* PROBLEM TO SOLVE
With the pictures excluded, retype the records that follow exactly.

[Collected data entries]
=-=-=-=-=

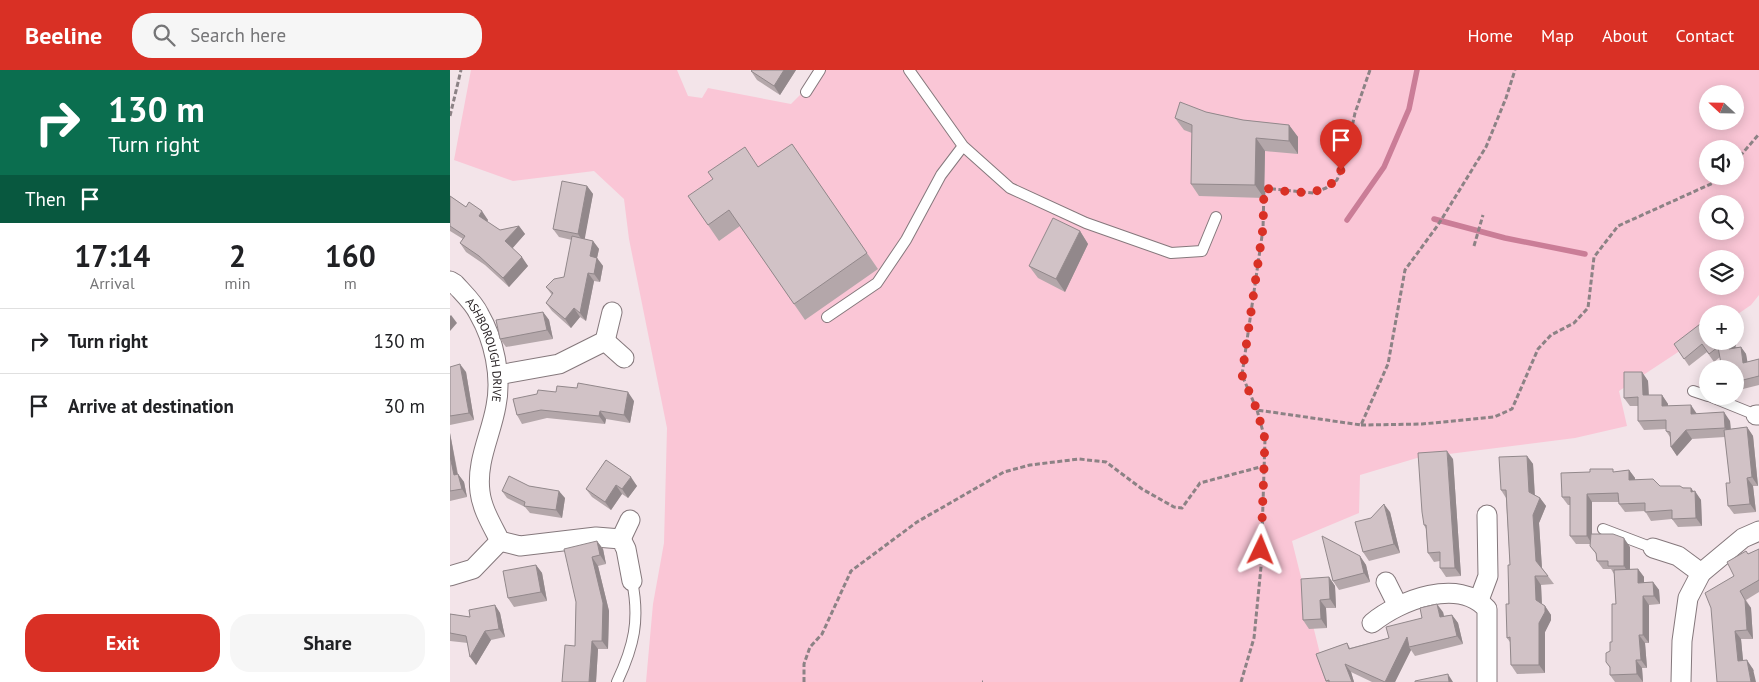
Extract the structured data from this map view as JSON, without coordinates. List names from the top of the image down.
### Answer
{
  "streets": {
    "street": ["ASHBOROUGH DRIVE"]
  },
  "north": "left",
  "page": {
    "header": "Beeline",
    "search": "Search here",
    "nav": [
      "Home",
      "Map",
      "About",
      "Contact"
    ],
    "turn": ["130 m", "Turn right"],
    "map_buttons": ["+", "−"],
    "then": "Then",
    "eta": [
      "17:14",
      "Arrival",
      "2",
      "min",
      "160",
      "m"
    ],
    "list": [
      {
        "name": "Turn right",
        "value": "130 m"
      },
      {
        "name": "Arrive at destination",
        "value": "30 m"
      }
    ],
    "buttons": ["Exit", "Share"]
  }
}
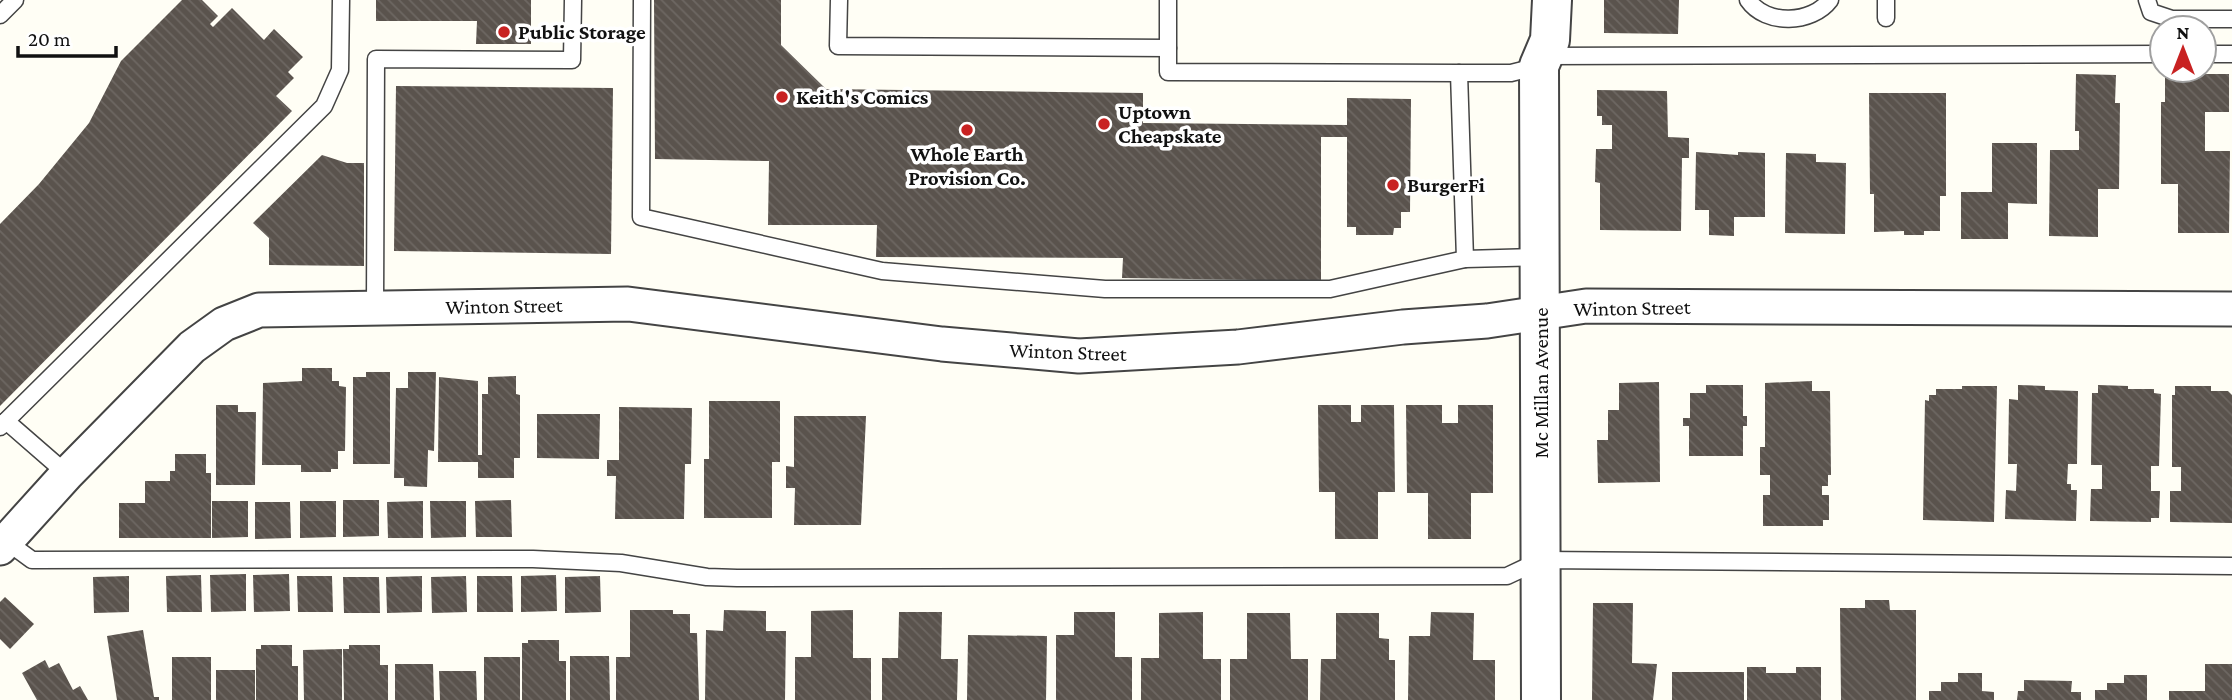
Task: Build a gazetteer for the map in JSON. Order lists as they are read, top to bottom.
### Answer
{
  "streets": {
    "street": ["Winton Street", "Mc Millan Avenue"]
  },
  "crossings": [
    ["Winton Street", "Mc Millan Avenue"]
  ],
  "places": [
    "Public Storage",
    "Keith's Comics",
    "Uptown Cheapskate",
    "Whole Earth Provision Co.",
    "BurgerFi"
  ],
  "scale_bar": "20 m",
  "north": "top"
}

=-=-=-=-=

* RESULT FOR THIS TASK
Extract the structured data from this map view as JSON, without coordinates. List names from the top of the image down.
### Answer
{
  "streets": {
    "street": ["ASHBOROUGH DRIVE"]
  },
  "north": "left",
  "page": {
    "header": "Beeline",
    "search": "Search here",
    "nav": [
      "Home",
      "Map",
      "About",
      "Contact"
    ],
    "turn": ["130 m", "Turn right"],
    "map_buttons": ["+", "−"],
    "then": "Then",
    "eta": [
      "17:14",
      "Arrival",
      "2",
      "min",
      "160",
      "m"
    ],
    "list": [
      {
        "name": "Turn right",
        "value": "130 m"
      },
      {
        "name": "Arrive at destination",
        "value": "30 m"
      }
    ],
    "buttons": ["Exit", "Share"]
  }
}
Task: Build a gazetteer for the map in JSON. Order lists as they are read, top to bottom.
### Answer
{
  "streets": {
    "street": ["Winton Street", "Mc Millan Avenue"]
  },
  "crossings": [
    ["Winton Street", "Mc Millan Avenue"]
  ],
  "places": [
    "Public Storage",
    "Keith's Comics",
    "Uptown Cheapskate",
    "Whole Earth Provision Co.",
    "BurgerFi"
  ],
  "scale_bar": "20 m",
  "north": "top"
}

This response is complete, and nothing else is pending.